[HOW TO COMPLETE THIS TASK]
Transcribe the entries that follow exactly as they appear, minus pictures.

[Collected data entries]
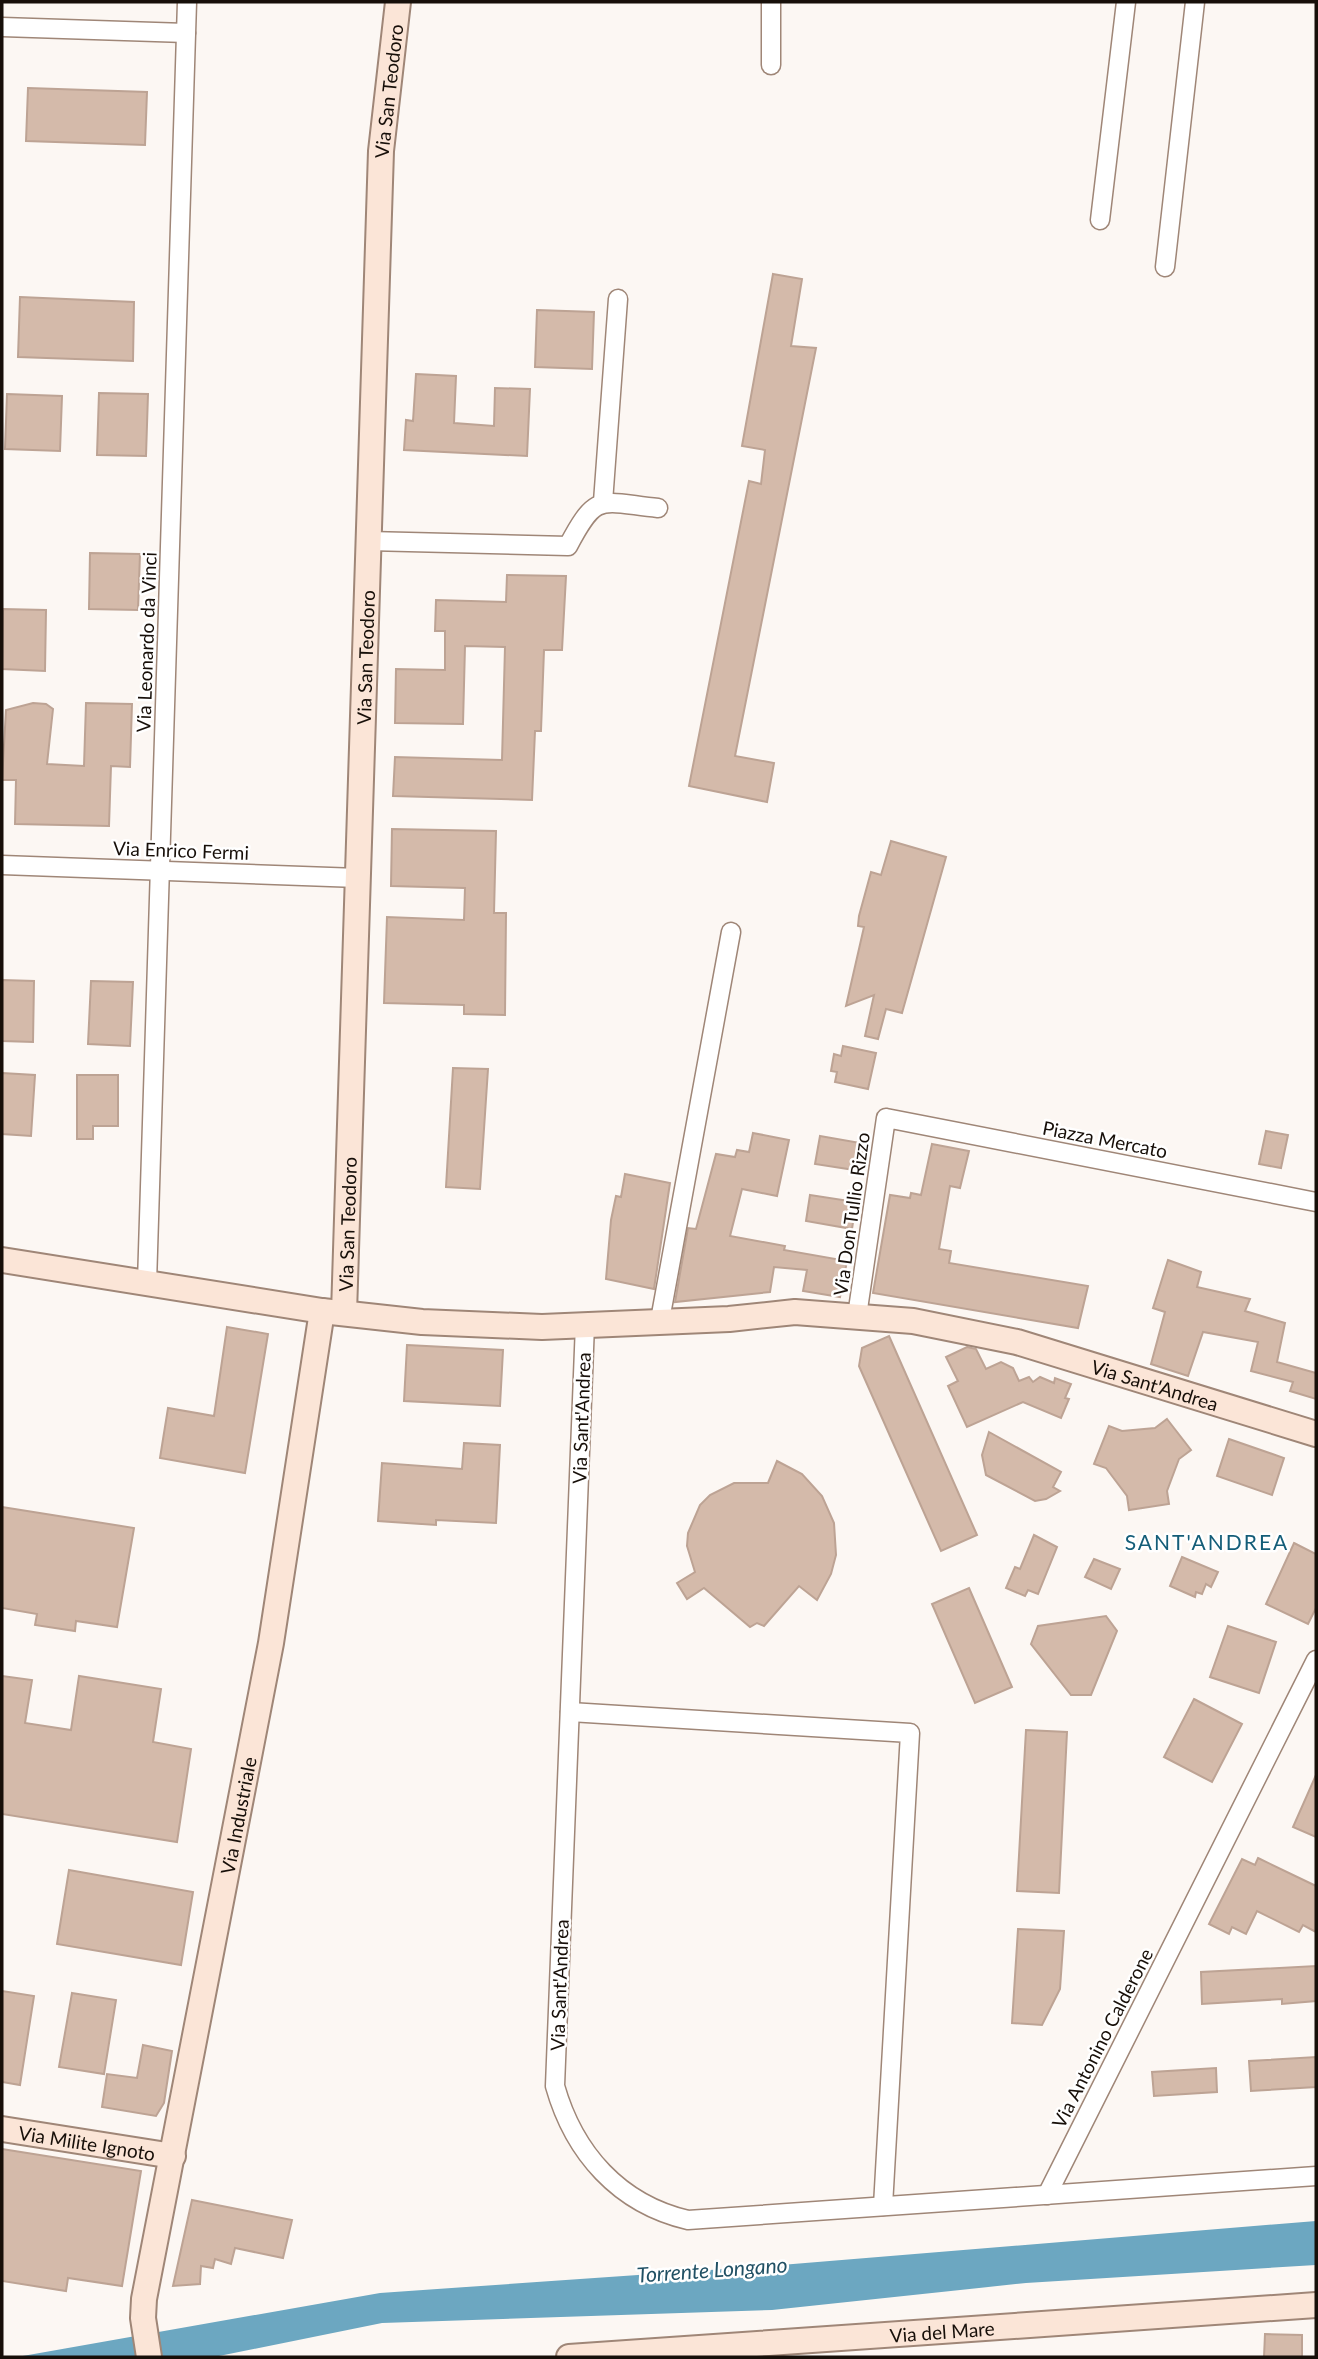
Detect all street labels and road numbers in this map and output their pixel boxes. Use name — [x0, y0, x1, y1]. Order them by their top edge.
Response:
street label: Via San Teodoro — [369, 23, 407, 158]
street label: Via Leonardo da Vinci — [131, 551, 161, 733]
street label: Via San Teodoro — [351, 590, 379, 725]
street label: Via Enrico Fermi — [113, 836, 249, 864]
street label: Piazza Mercato — [1041, 1116, 1169, 1162]
street label: Via Don Tullio Rizzo — [828, 1131, 874, 1297]
street label: Via San Teodoro — [333, 1156, 360, 1292]
street label: Via Sant'Andrea — [567, 1352, 595, 1484]
street label: Via Sant'Andrea — [1089, 1354, 1221, 1415]
street label: Via Industriale — [215, 1755, 260, 1876]
street label: Via Sant'Andrea — [545, 1919, 573, 2051]
street label: Via Antonino Calderone — [1047, 1944, 1157, 2132]
street label: Via Milite Ignoto — [17, 2120, 157, 2165]
street label: Via del Mare — [889, 2316, 995, 2346]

[SOLUTION]
Detect all street labels and road numbers in this map and output their pixel boxes. Use name — [x0, y0, x1, y1]. Order them by their top edge.
Response:
street label: Via San Teodoro — [369, 23, 407, 158]
street label: Via Leonardo da Vinci — [131, 551, 161, 733]
street label: Via San Teodoro — [351, 590, 379, 725]
street label: Via Enrico Fermi — [113, 836, 249, 864]
street label: Piazza Mercato — [1041, 1116, 1169, 1162]
street label: Via Don Tullio Rizzo — [828, 1131, 874, 1297]
street label: Via San Teodoro — [333, 1156, 360, 1292]
street label: Via Sant'Andrea — [567, 1352, 595, 1484]
street label: Via Sant'Andrea — [1089, 1354, 1221, 1415]
street label: Via Industriale — [215, 1755, 260, 1876]
street label: Via Sant'Andrea — [545, 1919, 573, 2051]
street label: Via Antonino Calderone — [1047, 1944, 1157, 2132]
street label: Via Milite Ignoto — [17, 2120, 157, 2165]
street label: Via del Mare — [889, 2316, 995, 2346]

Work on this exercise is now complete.